I’m not sure which one of us noticed that the stream in the crawl space had spread from wall to wall, but it was Mark who said, “This cave floods. We gotta go.” He quickly shined a light on the water marks that circled the big room. “We gotta go,” he repeated, more urgently. By the time we retreated through the crawl space, the trickling stream was about a foot deep. I felt the water on my chin as I reached the end and pulled myself up into the cave mouth. I realized then that the cave charted a significant drop from the mouth.
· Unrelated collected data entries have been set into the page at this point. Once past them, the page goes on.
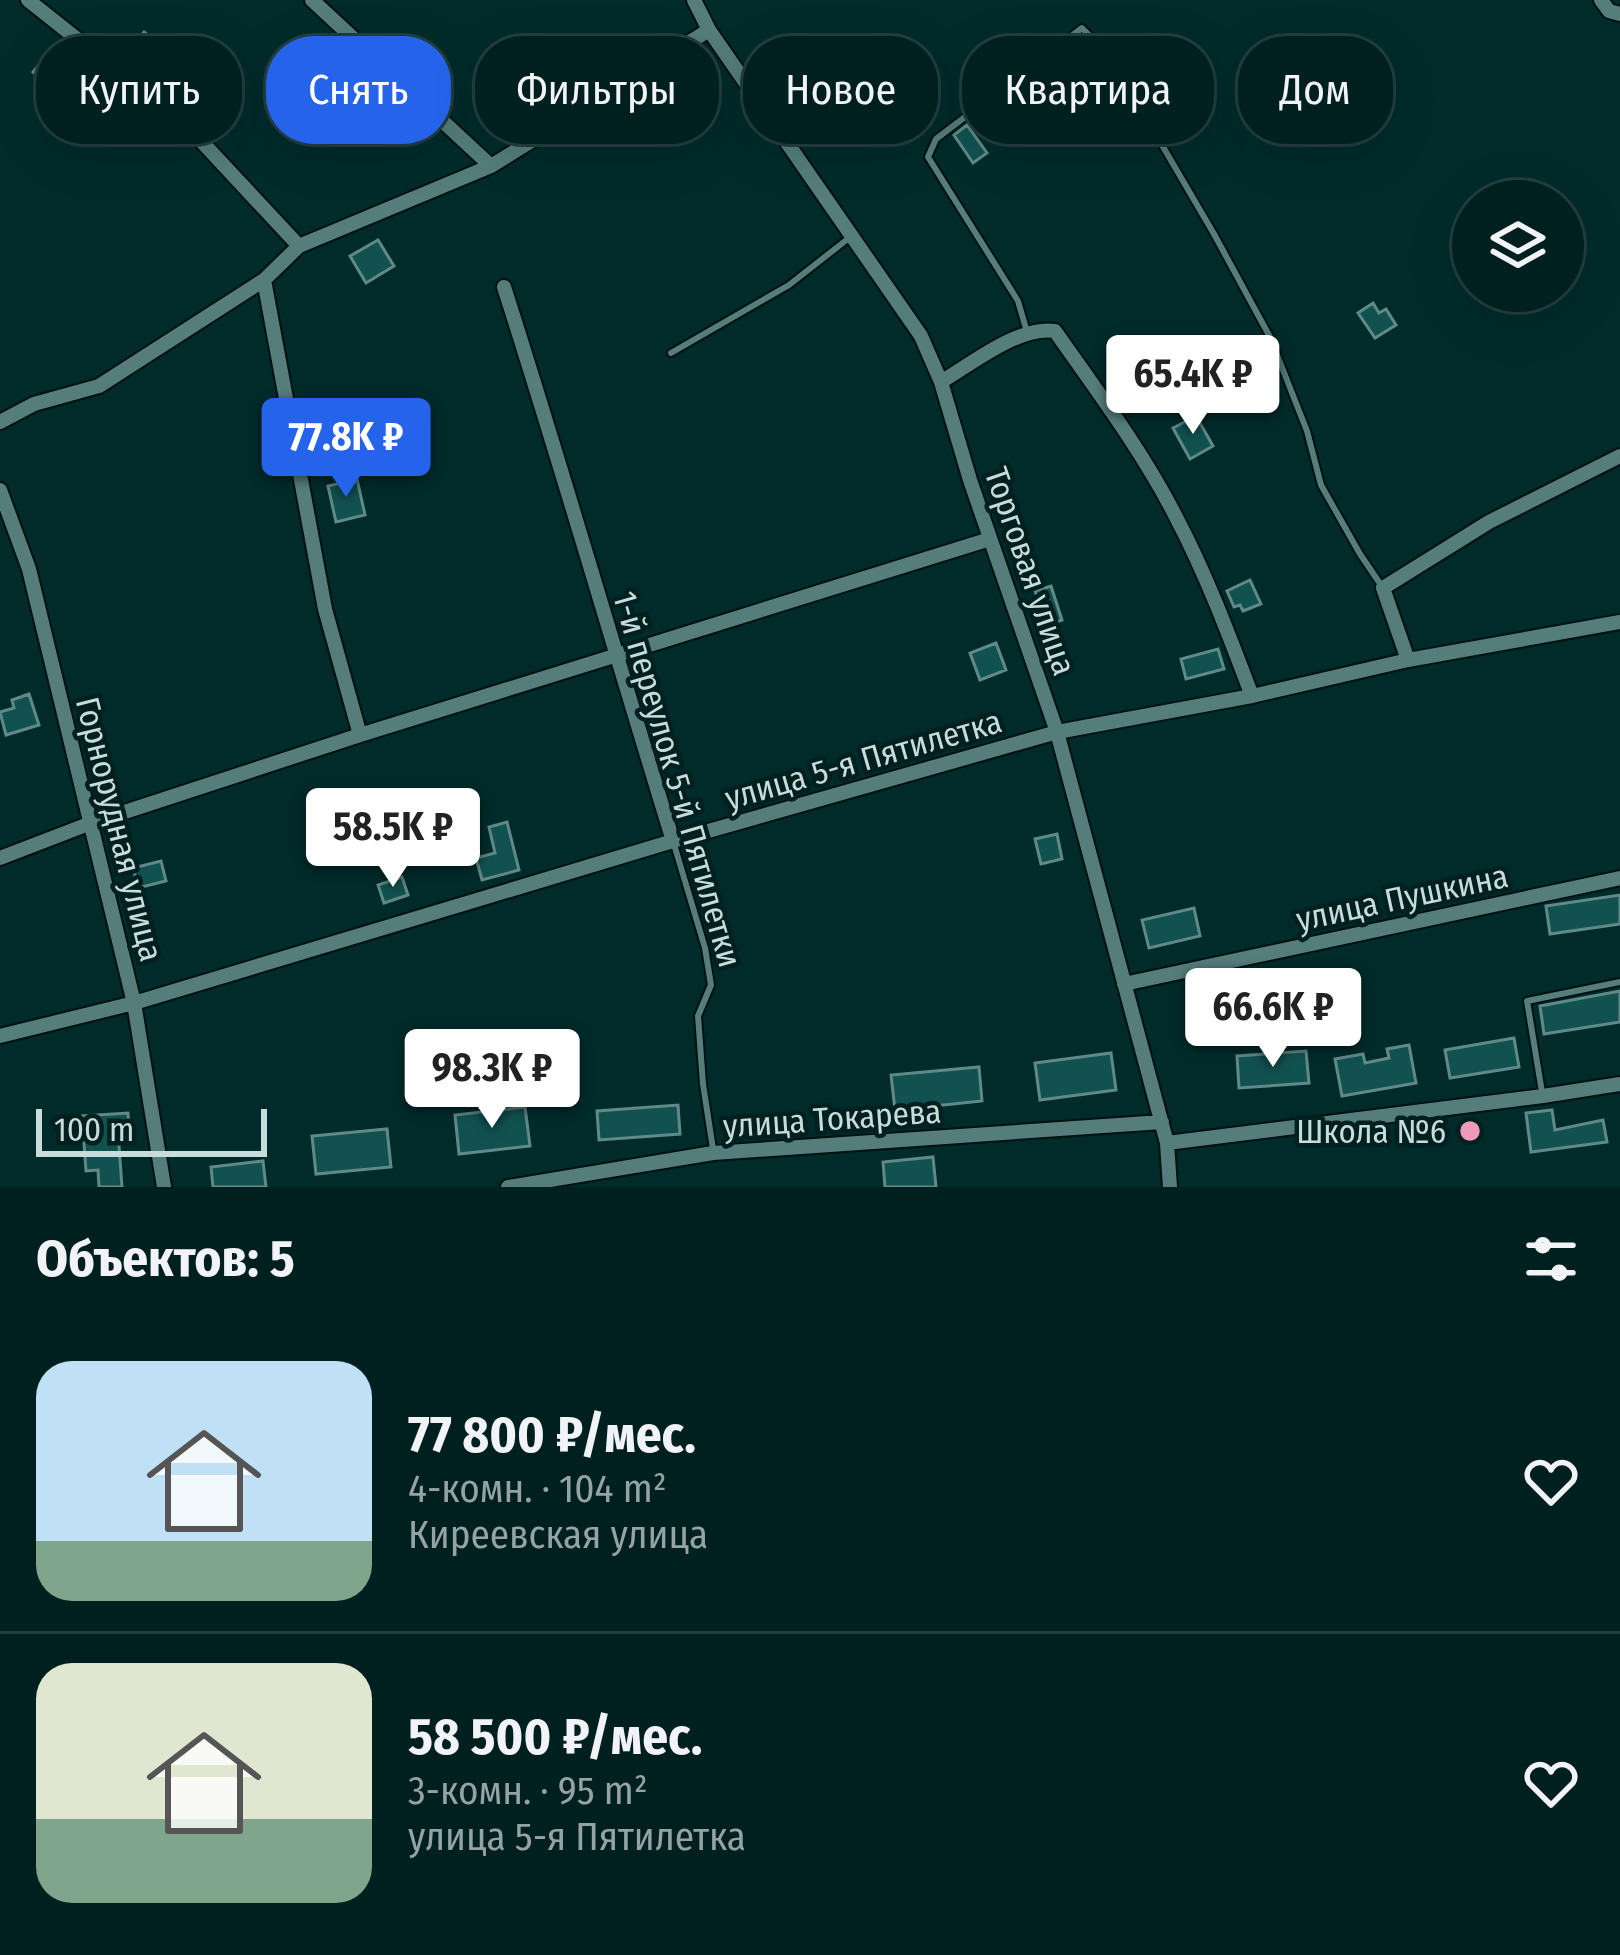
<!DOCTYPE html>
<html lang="ru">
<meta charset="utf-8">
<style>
body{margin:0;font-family:"Fira Sans Condensed",sans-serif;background:#0e2d2d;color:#f1f3f6;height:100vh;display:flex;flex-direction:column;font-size:45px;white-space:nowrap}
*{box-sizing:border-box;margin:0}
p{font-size:39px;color:#95a3a5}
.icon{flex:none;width:66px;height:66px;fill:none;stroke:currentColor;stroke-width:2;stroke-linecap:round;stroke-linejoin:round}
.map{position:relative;height:1187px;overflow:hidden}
.details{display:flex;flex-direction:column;background:#002020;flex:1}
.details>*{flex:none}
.guide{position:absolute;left:36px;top:36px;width:1548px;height:108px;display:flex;gap:24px}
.controls{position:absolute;left:1452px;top:180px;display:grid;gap:24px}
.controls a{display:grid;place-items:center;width:132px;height:132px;border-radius:50%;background:#002020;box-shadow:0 12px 48px #0002,0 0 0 3px #223e3e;font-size:60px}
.scale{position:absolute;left:36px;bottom:30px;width:231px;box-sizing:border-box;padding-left:12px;border:6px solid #c7dcdb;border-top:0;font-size:33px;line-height:42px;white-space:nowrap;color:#c7dcdb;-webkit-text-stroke:9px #022020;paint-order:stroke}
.price{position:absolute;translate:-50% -102px;padding:0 27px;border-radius:12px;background:#fff;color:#222;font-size:39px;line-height:78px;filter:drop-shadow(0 3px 6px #0008)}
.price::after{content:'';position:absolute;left:50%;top:72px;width:36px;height:27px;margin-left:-18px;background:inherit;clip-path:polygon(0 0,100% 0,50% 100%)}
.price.selected{background:#2563eb;color:#fff}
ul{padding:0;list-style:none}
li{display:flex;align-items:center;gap:36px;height:300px;padding:0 36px}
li+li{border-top:3px solid #223e3e}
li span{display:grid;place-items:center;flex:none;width:336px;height:240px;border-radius:36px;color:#555}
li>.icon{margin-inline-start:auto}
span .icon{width:144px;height:144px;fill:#fffc;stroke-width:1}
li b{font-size:51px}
h2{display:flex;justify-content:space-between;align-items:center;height:144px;padding:0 36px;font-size:51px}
.tag{padding:0 42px;border-radius:48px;background:#002020;box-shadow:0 12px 48px #0002,0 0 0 3px #223e3e;font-size:42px;line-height:108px}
.tag.selected{background:#2563eb;color:#fff}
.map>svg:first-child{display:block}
.building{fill:#115251;stroke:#608988;stroke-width:3}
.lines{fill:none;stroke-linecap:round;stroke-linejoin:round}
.lane-casing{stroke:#011;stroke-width:10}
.street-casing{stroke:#011;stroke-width:18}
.lane{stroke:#547d7b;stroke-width:6}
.street{stroke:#547d7b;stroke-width:14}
.poi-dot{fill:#ef9ab8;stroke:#022020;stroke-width:4.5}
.labels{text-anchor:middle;stroke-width:9;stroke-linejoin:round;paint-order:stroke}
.street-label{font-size:33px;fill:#c7dcdb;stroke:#022020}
.poi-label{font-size:33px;fill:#c7dcdb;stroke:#022020;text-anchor:end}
</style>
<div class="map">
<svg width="1620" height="1187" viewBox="0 0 1620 1187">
<rect width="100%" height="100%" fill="#002b2b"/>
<path class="building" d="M 144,32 L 168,52 L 155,67 L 131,47 Z
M 48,54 L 68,70 L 53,88 L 33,72 Z
M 967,125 L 987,153 L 973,163 L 954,135 Z
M 378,240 L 394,266 L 366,283 L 350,256 Z
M 1373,303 L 1379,313 L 1386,309 L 1396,325 L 1375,338 L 1358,313 Z
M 1196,416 L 1213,446 L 1190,459 L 1173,428 Z
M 357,479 L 365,515 L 336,522 L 328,486 Z
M 1250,580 L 1261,604 L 1243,611 L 1240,605 L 1234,607 L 1227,591 Z
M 1051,586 L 1062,620 L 1047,625 L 1035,591 Z
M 996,643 L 1006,670 L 980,680 L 970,653 Z
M 1218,649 L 1224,669 L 1186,679 L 1181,659 Z
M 29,694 L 39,725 L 6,735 L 0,712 L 14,708 L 12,700 Z
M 507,822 L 519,870 L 482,880 L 476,858 L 495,853 L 489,827 Z
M 1057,834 L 1062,859 L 1041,864 L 1035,839 Z
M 161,861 L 166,881 L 138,888 L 133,868 Z
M 402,877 L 408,895 L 384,903 L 378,885 Z
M 1620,895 L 1620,924 L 1550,934 L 1546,906 Z
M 1194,908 L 1200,936 L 1149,948 L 1142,920 Z
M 1620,991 L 1620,1022 L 1544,1034 L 1540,1006 Z
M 1514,1038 L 1519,1067 L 1450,1078 L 1445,1050 Z
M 1409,1045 L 1416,1083 L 1342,1096 L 1335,1059 L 1363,1054 L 1365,1063 L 1389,1058 L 1387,1049 Z
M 1306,1051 L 1309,1083 L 1239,1088 L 1237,1056 Z
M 1111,1053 L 1116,1090 L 1040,1100 L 1035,1063 Z
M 979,1067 L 982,1101 L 895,1110 L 891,1075 Z
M 678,1105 L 680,1134 L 599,1140 L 597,1111 Z
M 525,1107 L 530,1146 L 459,1154 L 455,1115 Z
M 1552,1110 L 1555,1130 L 1603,1120 L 1607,1142 L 1531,1152 L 1526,1113 Z
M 128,1113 L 129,1131 L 118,1132 L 122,1187 L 99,1187 L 98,1170 L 86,1171 L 82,1116 Z
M 387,1129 L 391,1167 L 316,1174 L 312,1136 Z
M 933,1157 L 936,1187 L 885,1187 L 883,1162 Z
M 263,1161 L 266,1187 L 213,1187 L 211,1167 Z"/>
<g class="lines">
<defs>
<path id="lane" d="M 1027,332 L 1018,301 L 928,157 L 936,139 L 1082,28 L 1110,56 L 1214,234 L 1270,337 L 1307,431 L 1321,485 L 1360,554 L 1383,588
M 671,353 L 789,285 L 849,238
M 673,841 L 705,948 L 711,985 L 698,1016 L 703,1084 L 713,1149
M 1542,1092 L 1527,1001 L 1620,982"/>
<path id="street" d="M 28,0 L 189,128 L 299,246
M 312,0 L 491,166
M 694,0 L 709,30 L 921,336 L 941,382 L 970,480 L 1057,732 L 1167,1143 L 1170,1187
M 1601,0 L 1609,11 L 1620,14
M 264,280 L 325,609 L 360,735
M 504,287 C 563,471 616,656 673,841
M 941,382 C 971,364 1020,325 1055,331 C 1097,391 1143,452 1176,517 C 1206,574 1229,635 1252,696
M 0,422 L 34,404 L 99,386 L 264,280 L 299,246 L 491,166 L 709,30
M 0,490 L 29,569 L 134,1003 L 164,1187
M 1408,660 L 1383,588 L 1489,522 L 1620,456
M 0,858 L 91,823 L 360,735 L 990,539
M 1124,984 L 1620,878
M 0,1036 L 134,1003 L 673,841 L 1057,732 L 1252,696 L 1408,660 L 1620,622
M 1167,1143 L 1543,1096 L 1620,1084
M 508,1187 L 713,1153 L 1162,1122"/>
</defs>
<use href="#lane" class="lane-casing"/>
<use href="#street" class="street-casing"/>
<use href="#lane" class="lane"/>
<use href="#street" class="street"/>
</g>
<circle class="poi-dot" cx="1470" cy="1131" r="12"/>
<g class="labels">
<g class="street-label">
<text transform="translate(1031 571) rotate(71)" y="12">Торговая улица</text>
<text transform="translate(863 759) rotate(-16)" y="12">улица 5-я Пятилетка</text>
<text transform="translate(678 779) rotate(74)" y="12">1-й переулок 5-й Пятилетки</text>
<text transform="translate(120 829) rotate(76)" y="12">Горнорудная улица</text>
<text transform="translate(1402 897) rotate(-12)" y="12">улица Пушкина</text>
<text transform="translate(832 1118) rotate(-4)" y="12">улица Токарева</text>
</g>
<g class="poi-label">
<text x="1446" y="1143">Школа №6</text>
</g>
</g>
</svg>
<div class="controls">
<a><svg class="icon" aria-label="layers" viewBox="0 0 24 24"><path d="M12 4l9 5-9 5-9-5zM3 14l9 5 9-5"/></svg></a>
</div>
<div class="scale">100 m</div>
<b class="price" style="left:1193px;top:437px">65.4K ₽</b>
<b class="price selected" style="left:346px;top:500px">77.8K ₽</b>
<b class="price" style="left:393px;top:890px">58.5K ₽</b>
<b class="price" style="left:1273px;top:1070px">66.6K ₽</b>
<b class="price" style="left:492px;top:1131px">98.3K ₽</b>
<div class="guide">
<a class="tag">Купить</a>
<a class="tag selected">Снять</a>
<a class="tag">Фильтры</a>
<a class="tag">Новое</a>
<a class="tag">Квартира</a>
<a class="tag">Дом</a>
</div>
</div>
<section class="details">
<h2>Объектов: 5<svg class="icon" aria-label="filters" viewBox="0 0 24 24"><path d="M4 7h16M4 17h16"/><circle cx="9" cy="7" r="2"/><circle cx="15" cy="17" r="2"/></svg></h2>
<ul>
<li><span style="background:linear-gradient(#bfe0f5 75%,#7fa58c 0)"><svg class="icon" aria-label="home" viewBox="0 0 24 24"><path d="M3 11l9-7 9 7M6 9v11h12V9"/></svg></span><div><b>77 800 ₽/мес.</b><p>4-комн. · 104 m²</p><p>Киреевская улица</p></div><svg class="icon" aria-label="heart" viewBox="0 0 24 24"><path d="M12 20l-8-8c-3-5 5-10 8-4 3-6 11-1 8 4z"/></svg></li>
<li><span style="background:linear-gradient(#dfe7d0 65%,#7fa58c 0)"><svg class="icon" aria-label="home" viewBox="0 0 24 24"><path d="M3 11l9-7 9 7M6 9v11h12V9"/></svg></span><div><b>58 500 ₽/мес.</b><p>3-комн. · 95 m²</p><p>улица 5-я Пятилетка</p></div><svg class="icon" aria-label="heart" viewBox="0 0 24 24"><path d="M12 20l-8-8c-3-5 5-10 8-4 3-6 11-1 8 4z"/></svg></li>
</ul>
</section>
Even the most experienced spelunkers talk about how easily disoriented one can become inside the darkness of a cave. Mark and I weren’t “the most experienced,” but we weren’t exactly novices, either. Later, after getting home well past the kindergarten Valentine party; after managing to climb back up to the area where the truck was parked — in a driving rainstorm; after walking across the low-water crossing in nearly waist-deep, cascading water, anchored to Mark’s truck by a log rope tied around me (his truck wasn’t going to make it across); after walking to a nearby home to make a phone call to the school … I read another cave book that warned: “Indian Ford Cave’s innermost passages and cavern are prone to flooding.”